As they walked back to the Lodgings, Sir Christopher was silent for awhile. Then he said abruptly: "That's a Saint! I don't know that it's much use for most of us to try to be saints—that's a matter of vocation, I think—but it does us good to meet one sometimes, doesn't it? All that you and I think—or, speaking for myself perhaps, used to think—so wonderful, so interesting, has for him no importance—hardly any real existence. It's at the most a sort of mist, or mirage, or something of that sort—or a disease of mortal eyes—what you like! Are you in any way a religious man?"

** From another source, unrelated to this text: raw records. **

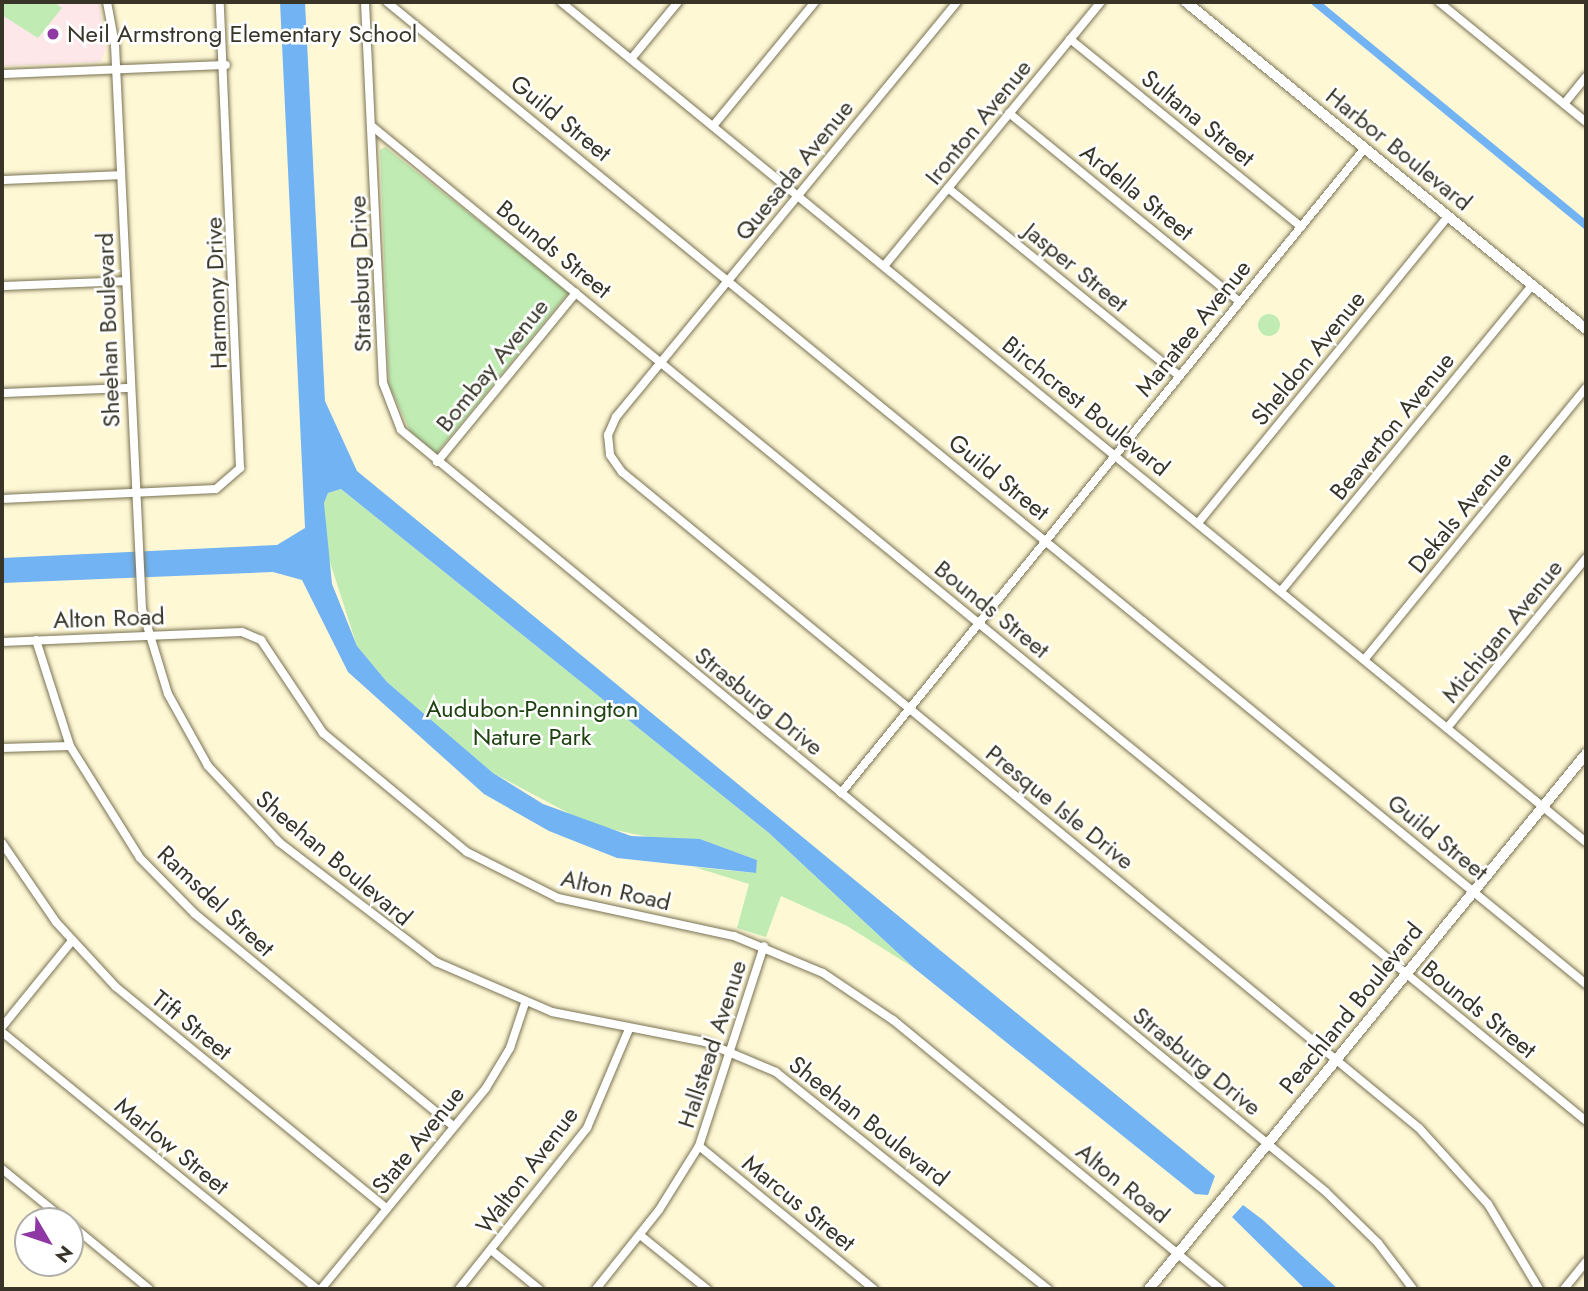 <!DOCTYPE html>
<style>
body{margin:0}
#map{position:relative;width:1588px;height:1291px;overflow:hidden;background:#fff8d5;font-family:Jost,sans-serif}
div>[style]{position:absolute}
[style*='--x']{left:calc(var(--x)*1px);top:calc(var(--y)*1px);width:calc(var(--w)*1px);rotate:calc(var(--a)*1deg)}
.education>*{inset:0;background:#fde7e9}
.green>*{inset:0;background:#c0ecb3}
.round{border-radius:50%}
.water>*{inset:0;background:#72b3f3}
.canal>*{height:8px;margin:-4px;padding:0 4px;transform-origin:4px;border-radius:4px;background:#72b3f3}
.roads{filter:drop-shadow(0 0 2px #797354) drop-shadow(0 0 2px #797354)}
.street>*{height:8px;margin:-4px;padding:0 4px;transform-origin:4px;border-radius:4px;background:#fff}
.secondary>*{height:10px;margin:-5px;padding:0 5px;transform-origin:5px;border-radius:5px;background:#fff}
.dots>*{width:19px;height:19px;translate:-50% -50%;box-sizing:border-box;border:4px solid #fff;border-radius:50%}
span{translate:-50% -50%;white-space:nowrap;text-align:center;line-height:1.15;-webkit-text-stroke:5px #fff;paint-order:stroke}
.poi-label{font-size:24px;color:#383528}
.left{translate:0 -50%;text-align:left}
.street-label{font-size:24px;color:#383528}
.park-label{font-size:24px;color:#1f4211}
.frame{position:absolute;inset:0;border:4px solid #383528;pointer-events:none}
.north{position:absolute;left:14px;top:1207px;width:70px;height:70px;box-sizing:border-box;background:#fff;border:2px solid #afaea9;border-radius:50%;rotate:129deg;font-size:19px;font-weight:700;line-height:28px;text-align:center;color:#383528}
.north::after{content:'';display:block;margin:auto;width:24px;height:32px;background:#8f37a3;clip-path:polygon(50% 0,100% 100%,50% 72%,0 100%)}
</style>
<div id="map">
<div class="education">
<div style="clip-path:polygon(2px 2px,99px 2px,106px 48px,101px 62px,2px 66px)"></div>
</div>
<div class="green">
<div style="clip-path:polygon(2px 2px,54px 2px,62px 8px,38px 38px,2px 15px)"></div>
<div style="clip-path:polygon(385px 147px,569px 292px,436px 454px,410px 431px,389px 385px,380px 150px)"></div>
<div class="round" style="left:1258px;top:314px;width:22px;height:22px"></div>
<div style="clip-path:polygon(341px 489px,769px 833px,914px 968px,847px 926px,781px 896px,766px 937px,737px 928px,749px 884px,694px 867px,755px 873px,757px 860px,700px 839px,673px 842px,591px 825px,493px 773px,387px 682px,357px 646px,326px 550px,324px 503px,328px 493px)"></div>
</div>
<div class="water">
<div style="clip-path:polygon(280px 2px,305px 2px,325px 401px,357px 471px,1215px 1176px,1208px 1195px,1195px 1194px,914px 968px,769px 833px,341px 489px,328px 493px,324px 503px,332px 584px,357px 646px,387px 682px,493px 773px,543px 804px,631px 836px,700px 839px,757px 860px,756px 873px,617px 858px,549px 831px,484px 794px,348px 672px,302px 580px,273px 572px,2px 583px,2px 558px,277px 545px,305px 528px)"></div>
<div style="clip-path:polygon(1243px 1205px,1263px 1220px,1338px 1289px,1305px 1289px,1232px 1217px)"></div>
</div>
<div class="canal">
<div style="--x:1315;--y:2;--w:351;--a:39.5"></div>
</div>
<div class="roads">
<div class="street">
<div style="--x:107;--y:2;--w:44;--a:79.5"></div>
<div style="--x:115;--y:45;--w:565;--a:87.26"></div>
<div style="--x:142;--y:609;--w:89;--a:73"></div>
<div style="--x:168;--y:694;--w:82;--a:60.9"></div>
<div style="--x:208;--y:766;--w:104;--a:46.9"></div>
<div style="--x:279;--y:842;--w:198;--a:37.4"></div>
<div style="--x:436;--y:962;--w:126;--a:23.3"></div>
<div style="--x:552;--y:1012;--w:156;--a:11.1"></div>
<div style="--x:705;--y:1042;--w:77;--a:22.9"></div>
<div style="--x:776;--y:1072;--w:348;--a:38.6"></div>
<div style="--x:365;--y:2;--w:381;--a:87.3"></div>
<div style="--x:383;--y:383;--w:50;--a:69"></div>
<div style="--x:401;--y:430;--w:1198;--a:39.48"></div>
<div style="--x:1326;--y:1192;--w:73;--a:44.4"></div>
<div style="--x:1378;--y:1243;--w:58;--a:52.7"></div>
<div style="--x:387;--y:2;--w:1550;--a:39.32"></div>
<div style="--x:561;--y:2;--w:1325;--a:39.34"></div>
<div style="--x:957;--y:2;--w:537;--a:129.41"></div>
<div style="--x:616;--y:417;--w:20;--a:114"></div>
<div style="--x:608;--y:435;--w:20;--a:84"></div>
<div style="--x:610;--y:455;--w:21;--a:55"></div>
<div style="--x:622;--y:472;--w:1032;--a:39.46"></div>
<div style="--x:1419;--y:1128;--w:103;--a:47.8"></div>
<div style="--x:1488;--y:1204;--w:99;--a:59"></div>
<div style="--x:1439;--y:2;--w:190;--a:39.2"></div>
<div style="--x:1070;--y:39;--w:298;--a:39.1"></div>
<div style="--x:631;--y:59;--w:74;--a:-50.5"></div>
<div style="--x:2;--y:74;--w:224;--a:-2.3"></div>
<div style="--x:1564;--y:104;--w:35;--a:-51"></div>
<div style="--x:1009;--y:113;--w:298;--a:39.3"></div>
<div style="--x:713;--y:126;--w:161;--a:-50.6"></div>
<div style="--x:373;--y:127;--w:1568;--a:39.33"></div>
<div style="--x:2;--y:180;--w:118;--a:-2.4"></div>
<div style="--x:948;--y:188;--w:298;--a:39.1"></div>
<div style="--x:884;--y:266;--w:342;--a:-50.6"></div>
<div style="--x:2;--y:286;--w:123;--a:-2.3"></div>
<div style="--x:2;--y:393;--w:127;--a:-2.3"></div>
<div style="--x:437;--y:462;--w:219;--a:-50.6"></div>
<div style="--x:2;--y:499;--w:214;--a:-2.7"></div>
<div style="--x:216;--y:489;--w:32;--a:-41"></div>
<div style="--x:240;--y:468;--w:466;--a:-92.5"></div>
<div style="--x:1198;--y:523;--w:395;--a:-50.8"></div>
<div style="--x:1281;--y:591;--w:396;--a:-50.6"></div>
<div style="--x:36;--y:640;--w:111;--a:72.2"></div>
<div style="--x:70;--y:746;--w:132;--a:58"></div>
<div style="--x:140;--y:858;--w:78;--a:45.5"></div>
<div style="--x:195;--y:914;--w:335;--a:39.4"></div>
<div style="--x:2;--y:642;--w:240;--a:-2.4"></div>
<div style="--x:242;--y:632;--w:21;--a:23"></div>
<div style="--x:261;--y:640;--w:112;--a:56.3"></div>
<div style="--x:323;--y:733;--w:187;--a:39.6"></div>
<div style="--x:467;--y:852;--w:102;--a:26.8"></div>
<div style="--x:558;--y:898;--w:180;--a:12.2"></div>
<div style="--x:734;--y:936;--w:96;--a:22.6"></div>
<div style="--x:823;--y:973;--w:84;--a:33.9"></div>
<div style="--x:893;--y:1020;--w:424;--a:39.4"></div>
<div style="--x:1364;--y:660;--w:351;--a:-50.8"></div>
<div style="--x:1447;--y:728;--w:220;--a:-50.7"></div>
<div style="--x:2;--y:748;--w:68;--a:-1.7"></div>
<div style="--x:841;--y:793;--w:831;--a:-50.91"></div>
<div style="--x:2;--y:843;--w:96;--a:55.6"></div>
<div style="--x:56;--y:922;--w:88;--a:47.3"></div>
<div style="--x:116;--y:987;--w:350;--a:39.3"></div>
<div style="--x:2;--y:1027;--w:111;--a:-50.9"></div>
<div style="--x:2;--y:1032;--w:407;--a:39.2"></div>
<div style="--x:699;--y:1146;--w:226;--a:39.3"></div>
<div style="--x:2;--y:1169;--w:82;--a:39.1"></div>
<div style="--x:70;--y:1224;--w:102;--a:39.4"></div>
<div style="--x:640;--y:1235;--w:86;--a:38.9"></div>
<div style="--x:491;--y:1250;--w:62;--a:39.1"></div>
<div style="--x:321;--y:1289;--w:260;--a:-50.6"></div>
<div style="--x:486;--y:1088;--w:47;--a:-59"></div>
<div style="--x:510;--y:1048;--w:47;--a:-71.6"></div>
<div style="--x:459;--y:1289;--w:206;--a:-51.5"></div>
<div style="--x:587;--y:1128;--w:108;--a:-67"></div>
<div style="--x:596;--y:1289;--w:101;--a:-51.4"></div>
<div style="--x:659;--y:1210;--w:75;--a:-58"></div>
<div style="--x:699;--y:1146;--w:210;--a:-72"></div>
<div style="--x:1564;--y:1289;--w:35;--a:-51"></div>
</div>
<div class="secondary">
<div style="--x:1186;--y:2;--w:517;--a:39.27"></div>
<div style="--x:1149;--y:1289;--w:691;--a:-50.76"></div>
</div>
</div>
<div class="dots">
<div style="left:53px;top:34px;background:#8f37a3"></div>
</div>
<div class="poi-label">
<span class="left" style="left:67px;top:34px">Neil Armstrong Elementary School</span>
</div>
<div class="street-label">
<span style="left:561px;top:118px;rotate:39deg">Guild Street</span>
<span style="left:1198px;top:118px;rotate:39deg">Sultana Street</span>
<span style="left:978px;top:122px;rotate:-51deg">Ironton Avenue</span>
<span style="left:1399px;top:149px;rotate:39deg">Harbor Boulevard</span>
<span style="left:794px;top:170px;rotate:-51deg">Quesada Avenue</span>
<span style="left:1137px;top:192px;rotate:39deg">Ardella Street</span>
<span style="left:554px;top:249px;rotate:39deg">Bounds Street</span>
<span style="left:1076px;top:267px;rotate:39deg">Jasper Street</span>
<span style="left:360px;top:274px;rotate:-92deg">Strasburg Drive</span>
<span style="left:216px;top:293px;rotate:-92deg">Harmony Drive</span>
<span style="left:1193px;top:328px;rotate:-51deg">Manatee Avenue</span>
<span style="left:108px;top:330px;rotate:-92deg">Sheehan Boulevard</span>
<span style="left:1308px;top:358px;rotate:-51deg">Sheldon Avenue</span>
<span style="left:492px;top:365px;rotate:-51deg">Bombay Avenue</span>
<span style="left:1086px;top:406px;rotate:39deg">Birchcrest Boulevard</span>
<span style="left:1392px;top:426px;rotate:-51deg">Beaverton Avenue</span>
<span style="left:999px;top:477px;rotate:39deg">Guild Street</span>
<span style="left:1460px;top:512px;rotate:-51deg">Dekals Avenue</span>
<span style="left:992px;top:609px;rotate:39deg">Bounds Street</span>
<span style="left:109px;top:618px;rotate:-2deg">Alton Road</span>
<span style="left:1502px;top:631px;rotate:-51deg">Michigan Avenue</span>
<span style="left:759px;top:701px;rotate:39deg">Strasburg Drive</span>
<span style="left:1060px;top:807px;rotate:39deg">Presque Isle Drive</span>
<span style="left:1438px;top:837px;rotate:39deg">Guild Street</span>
<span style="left:334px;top:858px;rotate:40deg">Sheehan Boulevard</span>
<span style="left:616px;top:890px;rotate:13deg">Alton Road</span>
<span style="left:216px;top:901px;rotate:43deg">Ramsdel Street</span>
<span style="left:1351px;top:1008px;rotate:-51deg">Peachland Boulevard</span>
<span style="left:1479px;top:1009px;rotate:39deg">Bounds Street</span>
<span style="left:192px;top:1025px;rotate:39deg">Tift Street</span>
<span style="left:712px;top:1044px;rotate:-72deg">Hallstead Avenue</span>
<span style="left:1197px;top:1061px;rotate:39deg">Strasburg Drive</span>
<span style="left:869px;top:1121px;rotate:38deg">Sheehan Boulevard</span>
<span style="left:418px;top:1140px;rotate:-51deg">State Avenue</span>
<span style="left:172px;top:1146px;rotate:39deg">Marlow Street</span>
<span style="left:527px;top:1170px;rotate:-53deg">Walton Avenue</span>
<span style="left:1123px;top:1183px;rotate:39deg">Alton Road</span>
<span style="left:799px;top:1203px;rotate:39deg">Marcus Street</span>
</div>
<div class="park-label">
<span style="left:532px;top:723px">Audubon-Pennington<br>Nature Park</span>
</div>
<div class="frame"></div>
<div class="north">N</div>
</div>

"No, I'm afraid I'm not." He hesitated a moment and went on: "I don't quite see how one can be, you know, sir."
"Not as he is, no—I don't either. And I suppose the world couldn't get on, as a working world, if by a miracle everybody became like him. The world wants its own children too—though no doubt it begets some devilishly extreme specimens, as you and I have seen in the last few weeks. Well, you'll probably make some sort of creed for yourself presently—oh, a very provisional sketchy sort of affair, I daresay, but still a bit better than club codes and that kind of thing. And——" He laid his hand on Arthur's shoulder—"the beginning of it may just as well be this: Earn your money honestly. Such work as you do get or take, put your back into it."
"That after all is just what the Dean has done with his job, isn't it?"
"Why, yes, so it is, though he doesn't do it for money—not even money of his currency. Upon my word, I believe he'd sooner be damned than let you or me be, if he could help it! So I've shown you one more variety of human nature, Arthur."
"It's at least as well worth seeing as any of the rest."